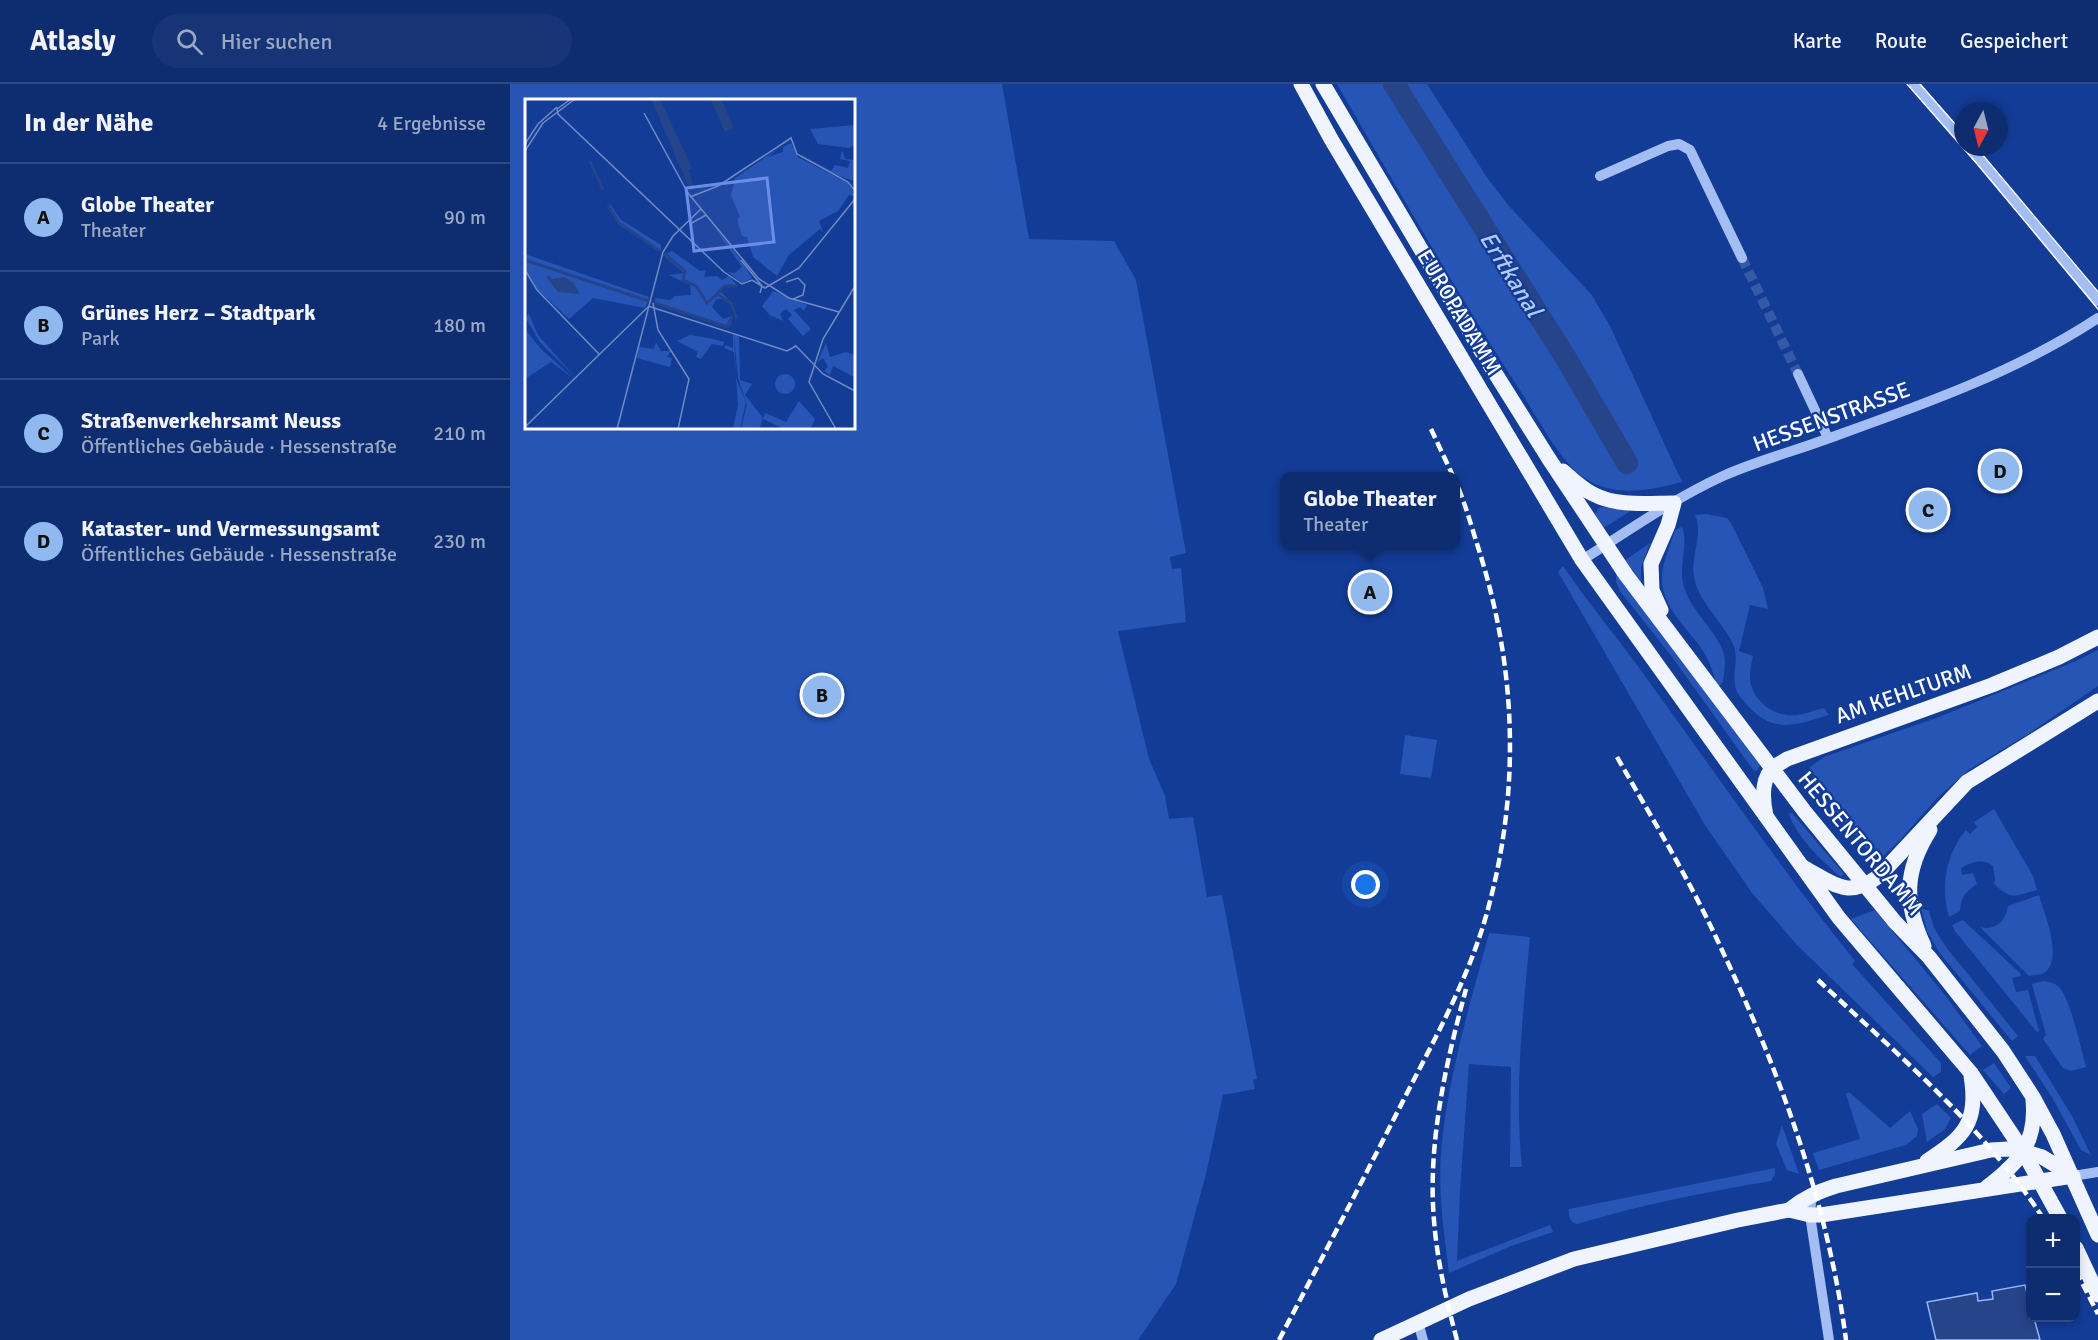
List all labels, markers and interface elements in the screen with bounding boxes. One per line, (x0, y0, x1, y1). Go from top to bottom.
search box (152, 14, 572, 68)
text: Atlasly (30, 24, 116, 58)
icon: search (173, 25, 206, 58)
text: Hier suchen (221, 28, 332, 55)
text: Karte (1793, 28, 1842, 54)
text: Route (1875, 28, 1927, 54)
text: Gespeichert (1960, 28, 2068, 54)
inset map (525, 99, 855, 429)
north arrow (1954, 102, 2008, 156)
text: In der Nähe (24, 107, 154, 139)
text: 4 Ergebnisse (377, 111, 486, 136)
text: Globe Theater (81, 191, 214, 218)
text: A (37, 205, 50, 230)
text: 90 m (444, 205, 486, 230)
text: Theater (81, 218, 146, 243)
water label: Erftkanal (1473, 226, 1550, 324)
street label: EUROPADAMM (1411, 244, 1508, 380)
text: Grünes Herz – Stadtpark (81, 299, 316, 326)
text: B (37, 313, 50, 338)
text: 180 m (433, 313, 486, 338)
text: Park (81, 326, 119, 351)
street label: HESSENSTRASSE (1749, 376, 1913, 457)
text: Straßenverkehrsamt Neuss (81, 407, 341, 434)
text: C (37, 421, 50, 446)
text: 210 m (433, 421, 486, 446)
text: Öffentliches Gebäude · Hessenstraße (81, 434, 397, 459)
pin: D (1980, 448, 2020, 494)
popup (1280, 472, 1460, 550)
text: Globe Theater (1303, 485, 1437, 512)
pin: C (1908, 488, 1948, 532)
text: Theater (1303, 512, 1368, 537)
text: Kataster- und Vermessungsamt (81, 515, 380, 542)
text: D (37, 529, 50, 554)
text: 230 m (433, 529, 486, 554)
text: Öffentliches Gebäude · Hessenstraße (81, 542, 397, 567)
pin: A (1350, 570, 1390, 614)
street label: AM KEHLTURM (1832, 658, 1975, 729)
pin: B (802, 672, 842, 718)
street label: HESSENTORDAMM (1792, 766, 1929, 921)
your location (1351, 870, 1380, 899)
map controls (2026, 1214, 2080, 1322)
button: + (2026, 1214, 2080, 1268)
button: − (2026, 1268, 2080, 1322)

§

WHAT IS REQUIRED: If a line above includes the string "street", pick it out.

ANSWER TO THE EXERCISE:
street label: EUROPADAMM (1411, 244, 1508, 380)
street label: HESSENSTRASSE (1749, 376, 1913, 457)
street label: AM KEHLTURM (1832, 658, 1975, 729)
street label: HESSENTORDAMM (1792, 766, 1929, 921)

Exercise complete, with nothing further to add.